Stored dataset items
»»

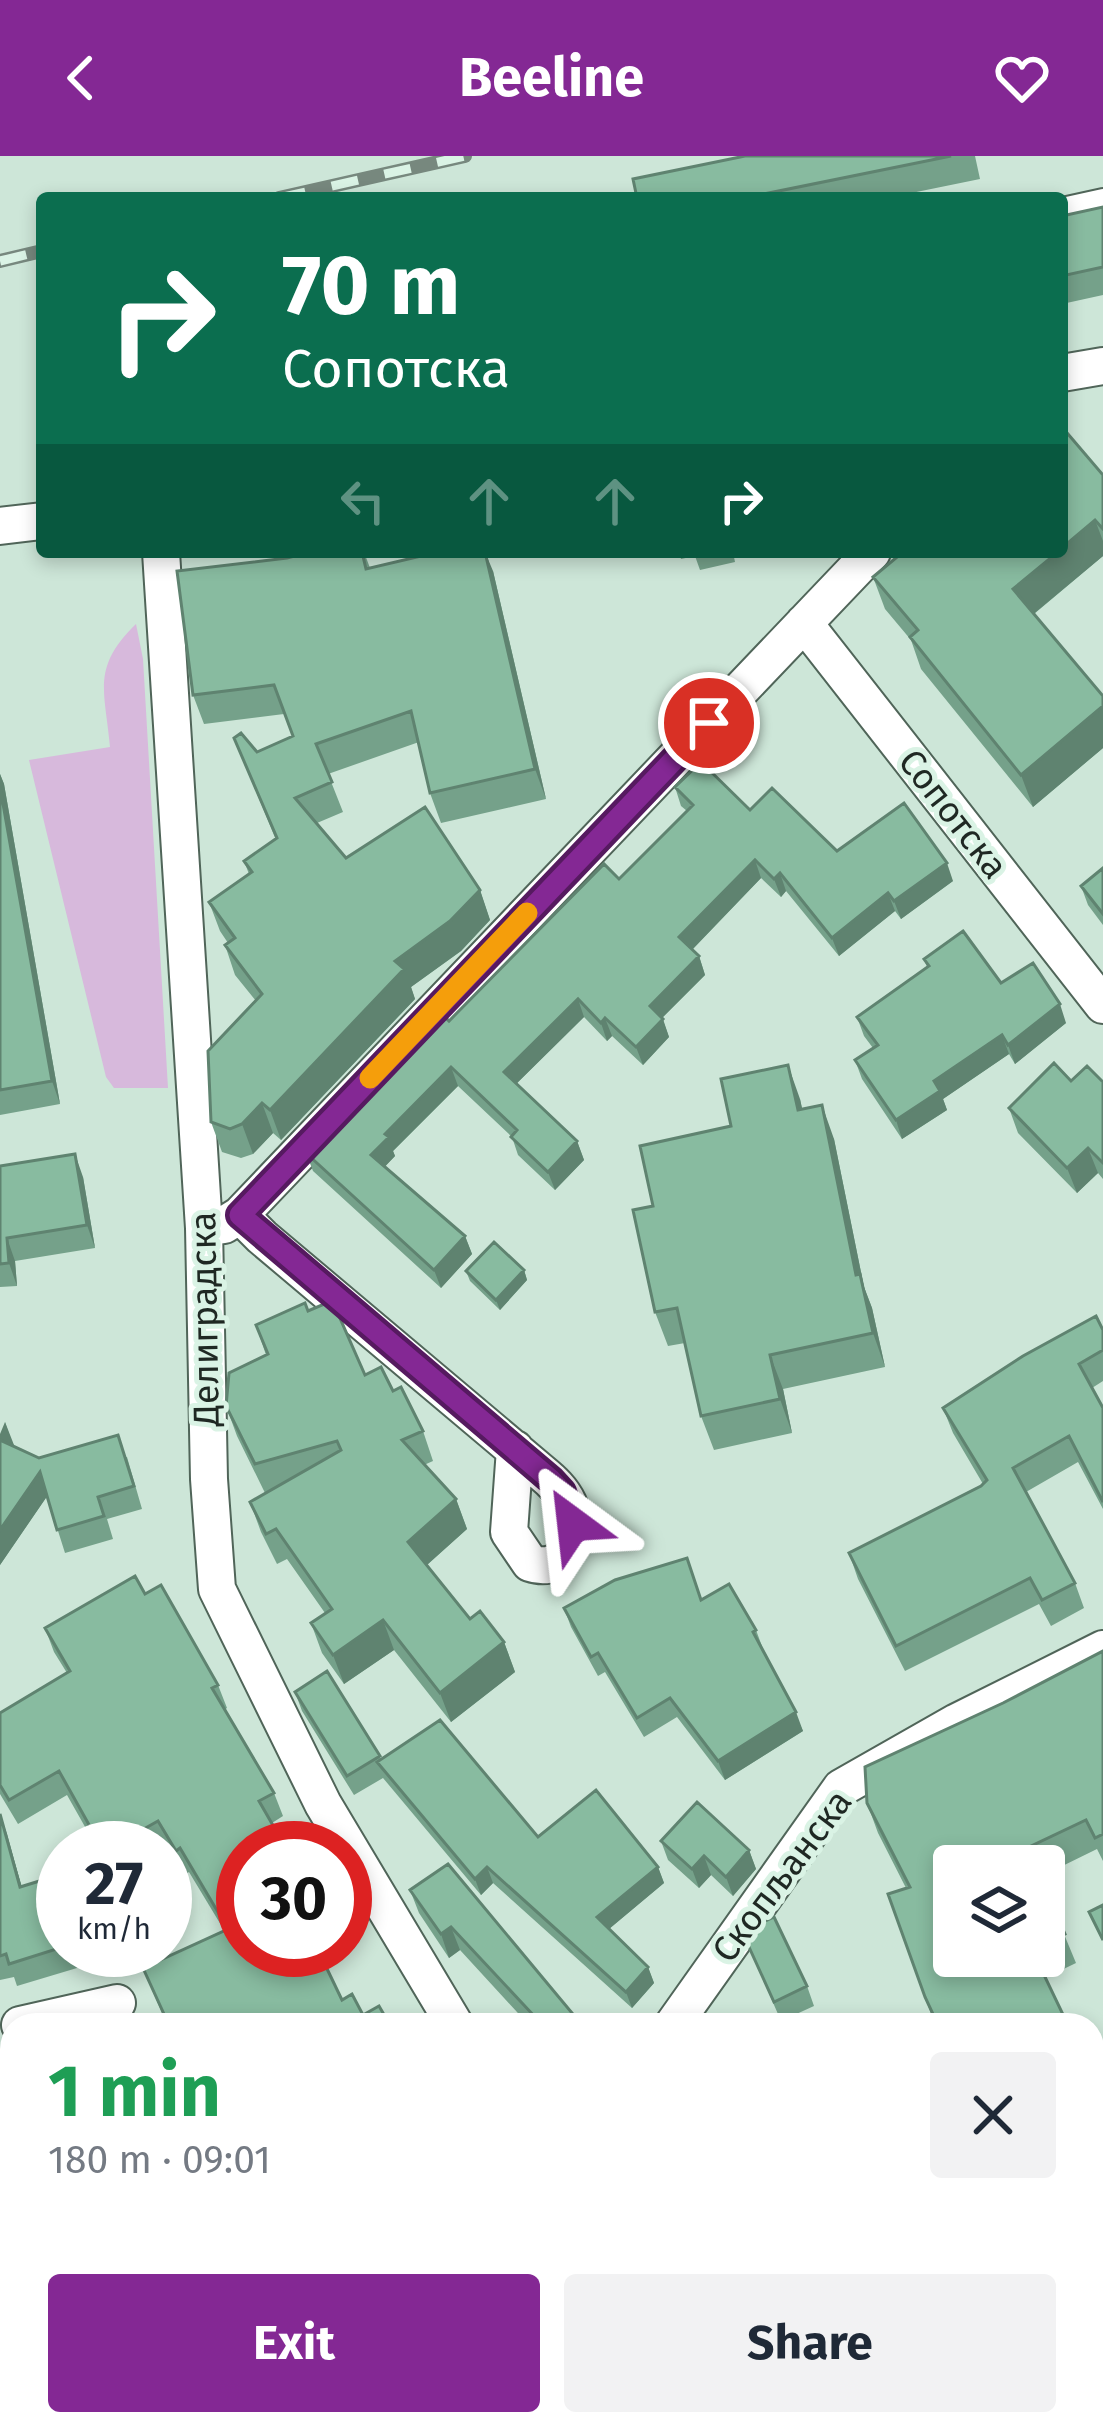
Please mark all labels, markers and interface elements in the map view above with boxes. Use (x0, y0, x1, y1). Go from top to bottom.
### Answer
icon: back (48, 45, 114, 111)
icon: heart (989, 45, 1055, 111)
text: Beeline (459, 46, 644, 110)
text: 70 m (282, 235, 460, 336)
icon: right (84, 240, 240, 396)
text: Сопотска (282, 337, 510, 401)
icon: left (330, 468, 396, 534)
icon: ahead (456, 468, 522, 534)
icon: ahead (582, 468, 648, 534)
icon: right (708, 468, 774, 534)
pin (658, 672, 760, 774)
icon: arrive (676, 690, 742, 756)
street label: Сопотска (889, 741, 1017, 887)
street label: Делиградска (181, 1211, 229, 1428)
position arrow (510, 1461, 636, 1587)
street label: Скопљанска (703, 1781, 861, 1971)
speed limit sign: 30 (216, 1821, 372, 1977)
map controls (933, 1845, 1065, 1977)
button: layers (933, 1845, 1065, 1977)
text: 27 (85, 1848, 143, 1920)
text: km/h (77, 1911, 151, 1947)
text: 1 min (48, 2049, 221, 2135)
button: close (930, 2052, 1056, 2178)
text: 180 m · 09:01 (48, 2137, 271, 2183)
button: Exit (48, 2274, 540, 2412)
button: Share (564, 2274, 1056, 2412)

««

> _What is being asked_: The reply is to be all the records above, transcribed exactly, with no pictures.

> _Written reply_:
Please mark all labels, markers and interface elements in the map view above with boxes. Use (x0, y0, x1, y1). Go from top to bottom.
### Answer
icon: back (48, 45, 114, 111)
icon: heart (989, 45, 1055, 111)
text: Beeline (459, 46, 644, 110)
text: 70 m (282, 235, 460, 336)
icon: right (84, 240, 240, 396)
text: Сопотска (282, 337, 510, 401)
icon: left (330, 468, 396, 534)
icon: ahead (456, 468, 522, 534)
icon: ahead (582, 468, 648, 534)
icon: right (708, 468, 774, 534)
pin (658, 672, 760, 774)
icon: arrive (676, 690, 742, 756)
street label: Сопотска (889, 741, 1017, 887)
street label: Делиградска (181, 1211, 229, 1428)
position arrow (510, 1461, 636, 1587)
street label: Скопљанска (703, 1781, 861, 1971)
speed limit sign: 30 (216, 1821, 372, 1977)
map controls (933, 1845, 1065, 1977)
button: layers (933, 1845, 1065, 1977)
text: 27 (85, 1848, 143, 1920)
text: km/h (77, 1911, 151, 1947)
text: 1 min (48, 2049, 221, 2135)
button: close (930, 2052, 1056, 2178)
text: 180 m · 09:01 (48, 2137, 271, 2183)
button: Exit (48, 2274, 540, 2412)
button: Share (564, 2274, 1056, 2412)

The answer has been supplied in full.